The absence of oxidizing agent from tinplate surface treatment baths has heretofore resulted in Unstable conversion characteristics and in particular in an inability to obtain a uniform conversion at exposed iron regions, and for these reasons the absence of oxidizing agent has heretofore been considered undesirable. However, the continuous execution of conversion while still maintaining a good quality conversion film is made possible even in the absence of oxidizing agent by holding the pH and chelating agent concentration within the ranges specified above.
Another crucial point in the treatment process in accordance with the present invention is that the oxidation-reduction potential of the treatment bath is to be controlled to .ltoreq.450 mV during treatment. No specific restrictions apply to the electrodes used to measure the oxidation-reduction potential. The potentials provided in the present invention were obtained using a platinum electrode as the oxidation-reduction electrode and a silver-saturated silver chloride electrode as the reference electrode. When the oxidation-reduction potential is .ltoreq.450 mV during this measurement, the iron ion is present almost entirely in the divalent state and the production of sludge is inhibited.

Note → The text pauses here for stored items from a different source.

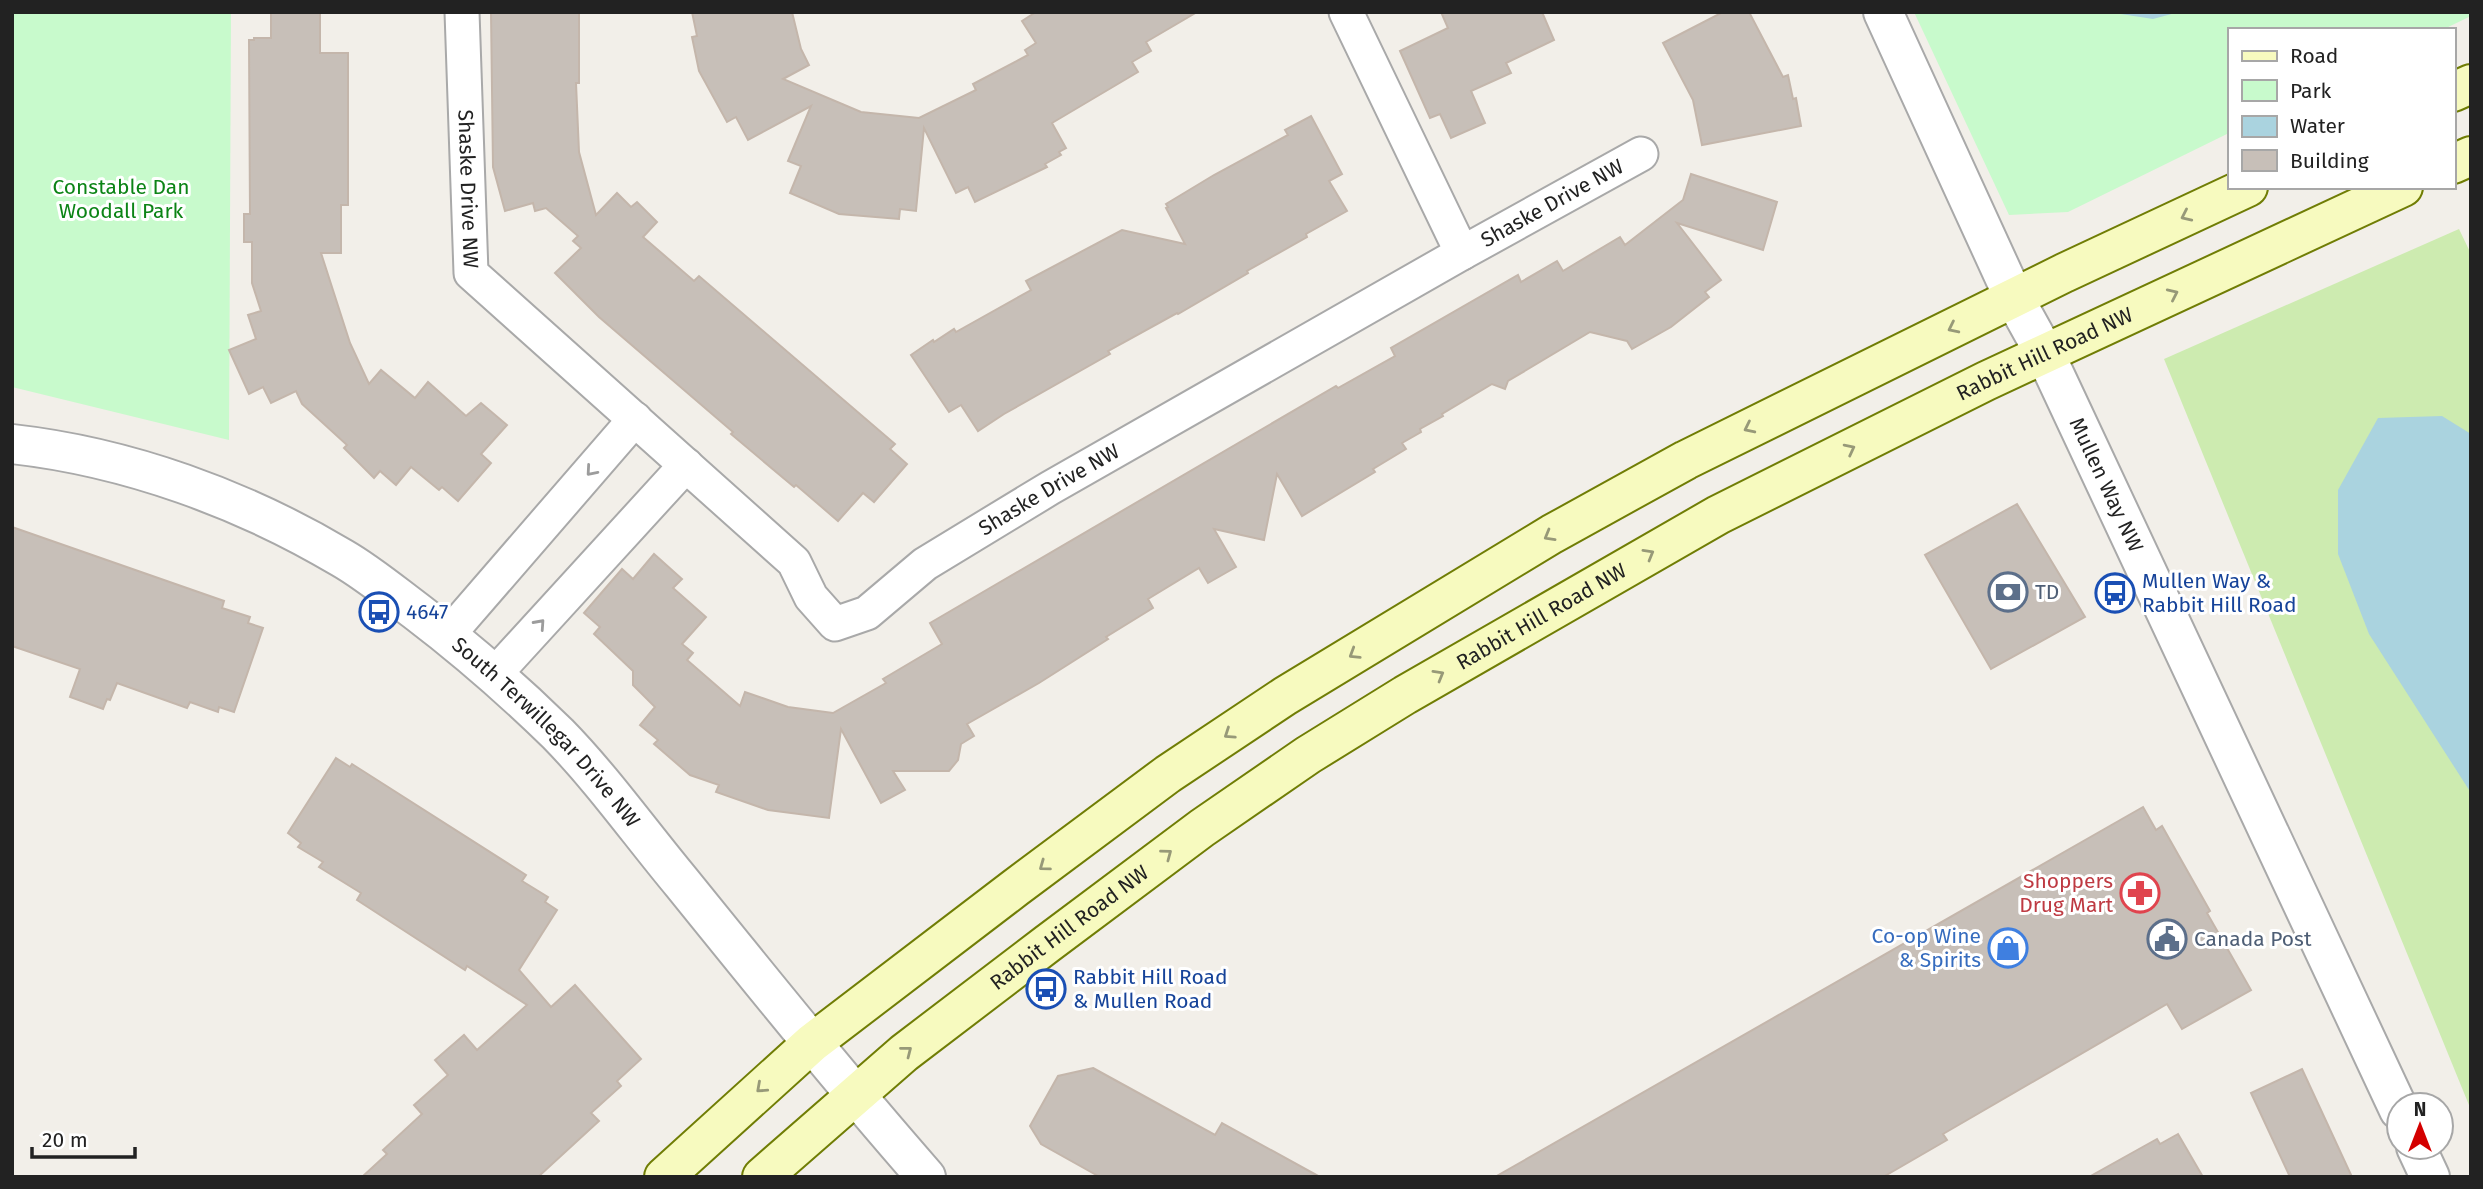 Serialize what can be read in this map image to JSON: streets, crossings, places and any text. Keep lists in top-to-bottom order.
{
  "streets": {
    "main road": ["Rabbit Hill Road NW"],
    "street": ["Shaske Drive NW", "Mullen Way NW", "South Terwillegar Drive NW"]
  },
  "crossings": [
    ["Rabbit Hill Road NW", "Mullen Way NW"],
    ["Rabbit Hill Road NW", "South Terwillegar Drive NW"]
  ],
  "parks": ["Constable Dan Woodall Park"],
  "places": {
    "bank": ["TD"],
    "bus stop": ["Mullen Way & Rabbit Hill Road", "4647", "Rabbit Hill Road & Mullen Road"],
    "pharmacy": ["Shoppers Drug Mart"],
    "public building": ["Canada Post"],
    "shop": ["Co-op Wine & Spirits"]
  },
  "legend": [
    "Road",
    "Park",
    "Water",
    "Building"
  ],
  "scale_bar": "20 m",
  "north": "top"
}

In addition to deliberately added oxidizing agent, atmospheric oxygen also can oxidize the divalent iron ions in the treatment bath. The tendency for the divalent iron ions to be oxidized by atmospheric oxygen varies as a function of the precise nature of the equipment, the spray conditions, and the like. The oxidation-reduction potential may in some cases exceed 450 mV when the present invention is implemented on a continuous basis under conditions in which air tends to be taken up and the difficult-to-avoid removal of bath by the treatment substrate requires only minor renewal of the surface treatment bath. Because sludge will be produced under such circumstances and quality and equipment maintenance will then again become problematic, reducing agent must be added on a preliminary basis or when the oxidation-reduction potential becomes elevated in order thereby to maintain the oxidation-reduction potential at .ltoreq.450 mV. No specific restrictions apply to this reducing agent, but substances that inhibit conversion film formation on the tinplate by the surface treatment bath should be avoided. Viewed from this perspective, phosphorous acid and hypophosphorous acid are preferred as reducing agents, because the main component of the surface treatment bath is phosphate ion and both phosphorous acid and hypophosphorous acid are converted into phosphate ion in fulfilling their function as reducing agent. Thus, adverse effects due to an accumulation of their decomposition product are completely avoided.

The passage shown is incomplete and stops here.